Stephen J. Turnbull turnbull.stephen.fw at u.tsukuba.ac.jp
Thu Sep 27 02:00:15 EDT 2018

Mikhail V writes:

 > In the first linked discussion, e.g. Mr. D'Aprano and Mr. Coghlan (from my
 > impression both from dev team) unambiguosly claimed that adding e.g.
 > "loop" as a loop token lead to necessity of excluding ALL
 > variables and functions/methods named "loop" from all sources.
 > https://mail.python.org/pipermail/python-ideas/2014-June/028206.html

AIUI, the situation is this:

(Executive summary)
The restriction was imposed by Guido as a design feature.

(Excruciating detail)
There are three general possibilities:

1.  The syntax recognizes some tokens as significant, but they are not
    reserved at all.  It's arguable that Lisp works this way (some
    will argue that only parentheses create syntax in Lisp, but I don't
    think humans perceive it that way).

2.  The syntax recognizes keywords (ie, reserved for their syntactic
    meaning) in a context-dependent fashion.  In Python, an example
    might be treating break and continue this way: inside a loop they
    are reserved, but you can use them as identifiers outside of a
    loop.  I believe that the async-related keywords were treated this
    way at first.

3.  Syntactically-significant keywords are reserved for their
    syntactic purpose globally.  This is the rule in Python.

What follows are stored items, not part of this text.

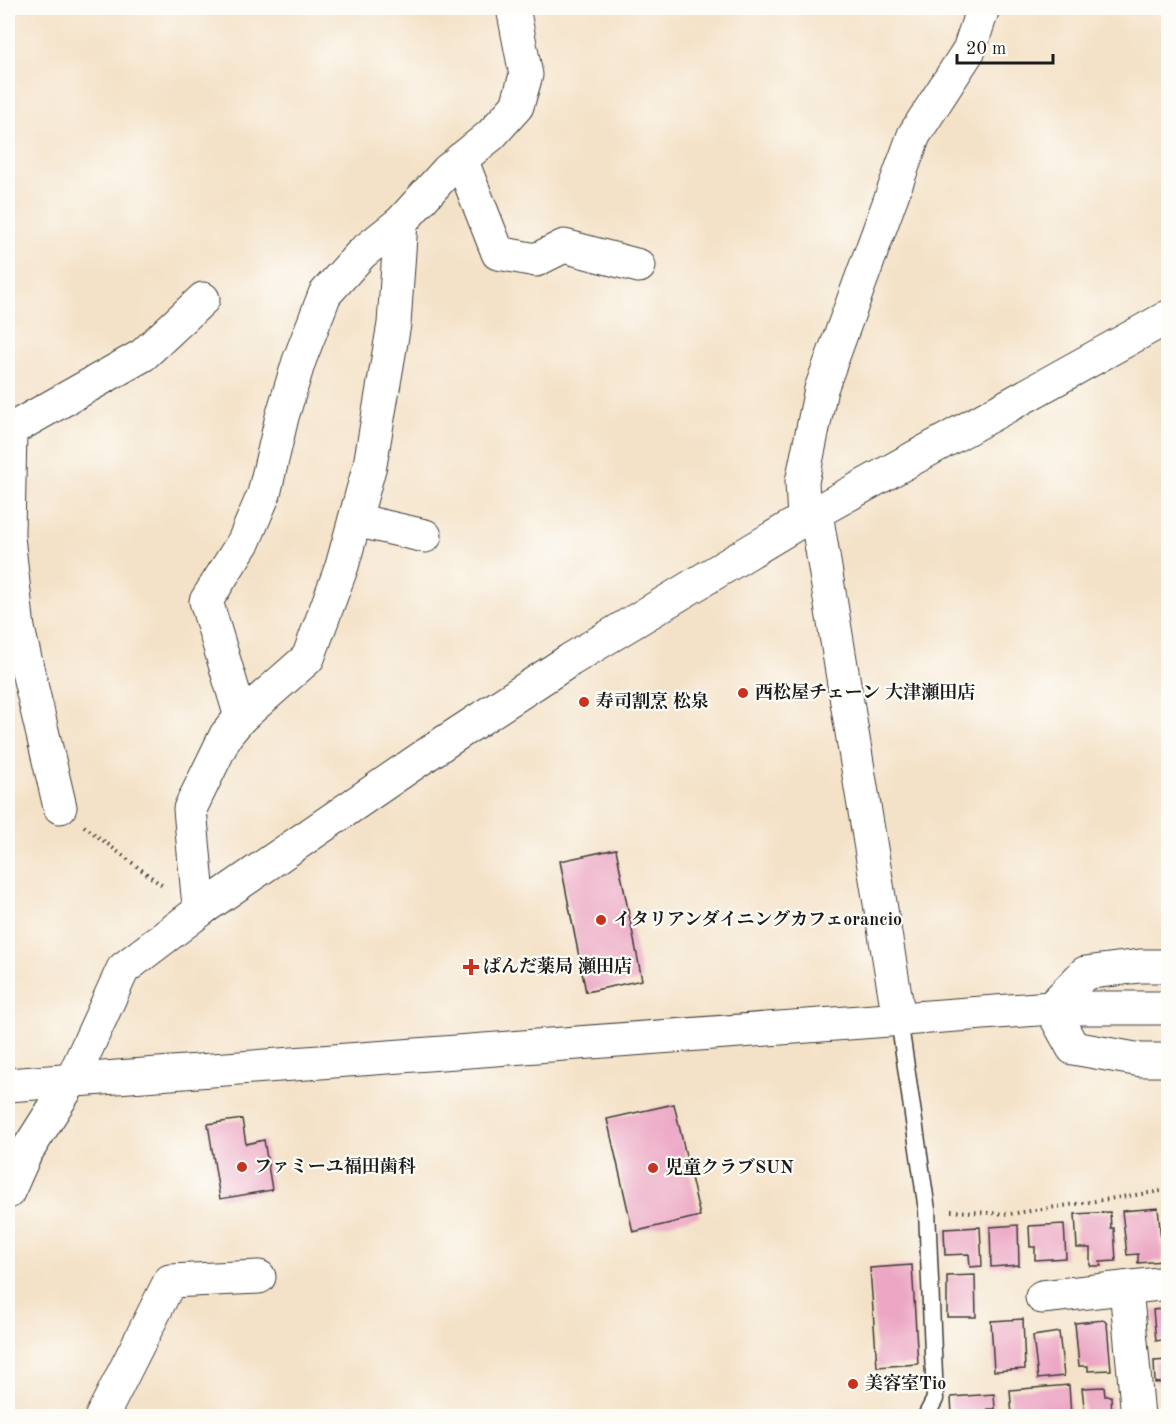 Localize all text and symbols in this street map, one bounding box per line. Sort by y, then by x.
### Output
scale bar [957,27,1053,65]
text: 20 m [966,40,1006,58]
place label: 西松屋チェーン 大津瀬田店 [755,682,975,702]
marker: 西松屋チェーン 大津瀬田店 [736,686,750,700]
place label: 寿司割烹 松泉 [596,691,709,711]
marker: 寿司割烹 松泉 [577,695,591,709]
place label: イタリアンダイニングカフェorancio [613,909,902,929]
marker: イタリアンダイニングカフェorancio [594,913,608,927]
place label: ぱんだ薬局 瀬田店 [483,956,632,976]
marker: ぱんだ薬局 瀬田店 [464,960,478,974]
place label: ファミーユ福田歯科 [254,1156,416,1176]
place label: 児童クラブSUN [665,1157,794,1177]
marker: ファミーユ福田歯科 [235,1160,249,1174]
marker: 児童クラブSUN [646,1161,660,1175]
place label: 美容室Tio [865,1373,946,1393]
marker: 美容室Tio [846,1377,860,1391] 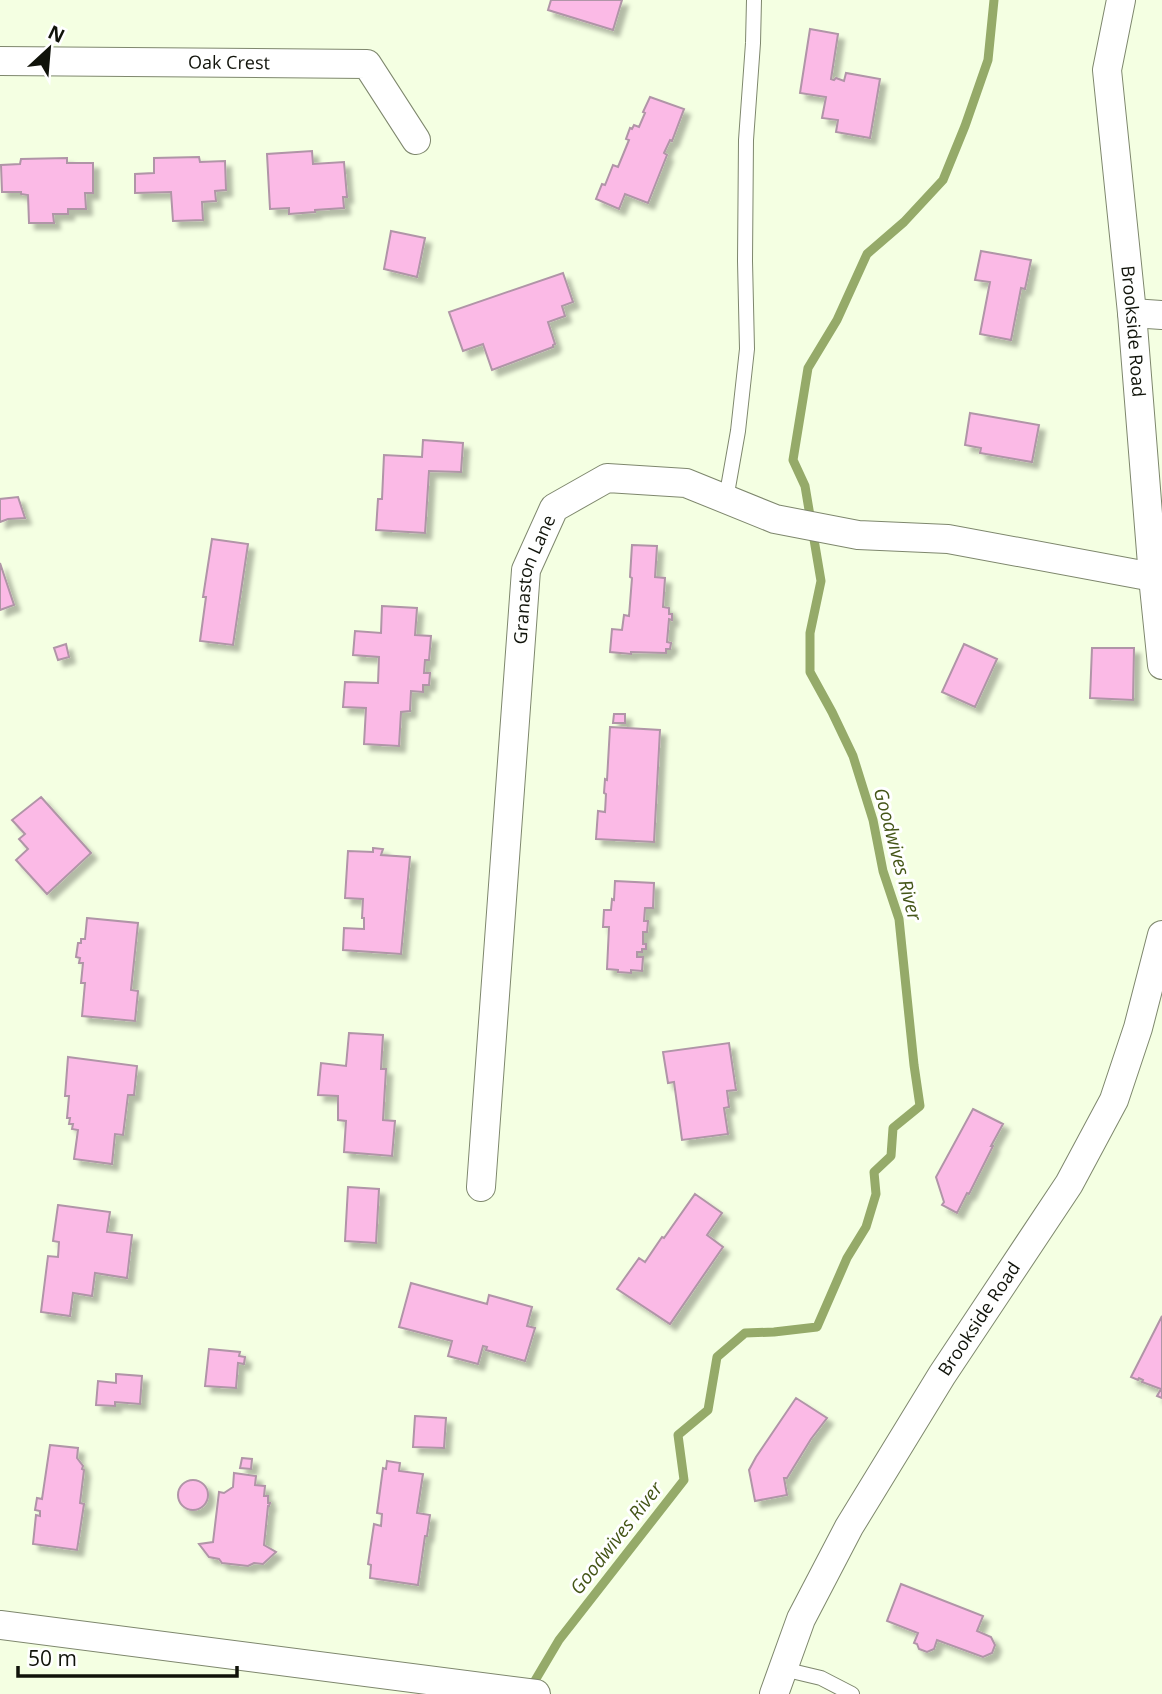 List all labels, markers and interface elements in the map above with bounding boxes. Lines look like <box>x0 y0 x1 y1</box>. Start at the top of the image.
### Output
north arrow <box>14 14 84 84</box>
text: N <box>44 19 69 49</box>
street label: Oak Crest <box>188 50 270 74</box>
street label: Brookside Road <box>1116 264 1152 398</box>
street label: Granaston Lane <box>508 511 560 645</box>
water label: Goodwives River <box>868 785 929 925</box>
street label: Brookside Road <box>932 1257 1025 1380</box>
water label: Goodwives River <box>564 1475 669 1600</box>
scale bar <box>18 1634 236 1678</box>
text: 50 m <box>28 1644 77 1672</box>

Guido chose #3 as a matter of designing Python.  IIRC, the logic was
that #1 admits awful unreadable code like "if if then then else else"
and nobody needs to write that, and it's hard to write a grammar for
it that allows generation of good error messages.  The rules for #2,
being context-dependent, are unclear to most humans and you don't get
a significant benefit for many keywords (consider how useful "break"
would be as a variable if you couldn't reference it in a loop!)
Besides not having those disadvantages, #3 has the advantage of a
simpler grammar and more transparent syntax error reporting, at the
minor cost of reserving a very few tokens globally.

This does get annoying sometimes (you see a lot of use of 'class_' and
'klass' in some contexts), but I hardly ever notice it.  For me at
least, shadowing builtins is a much more frequent problem/annoyance.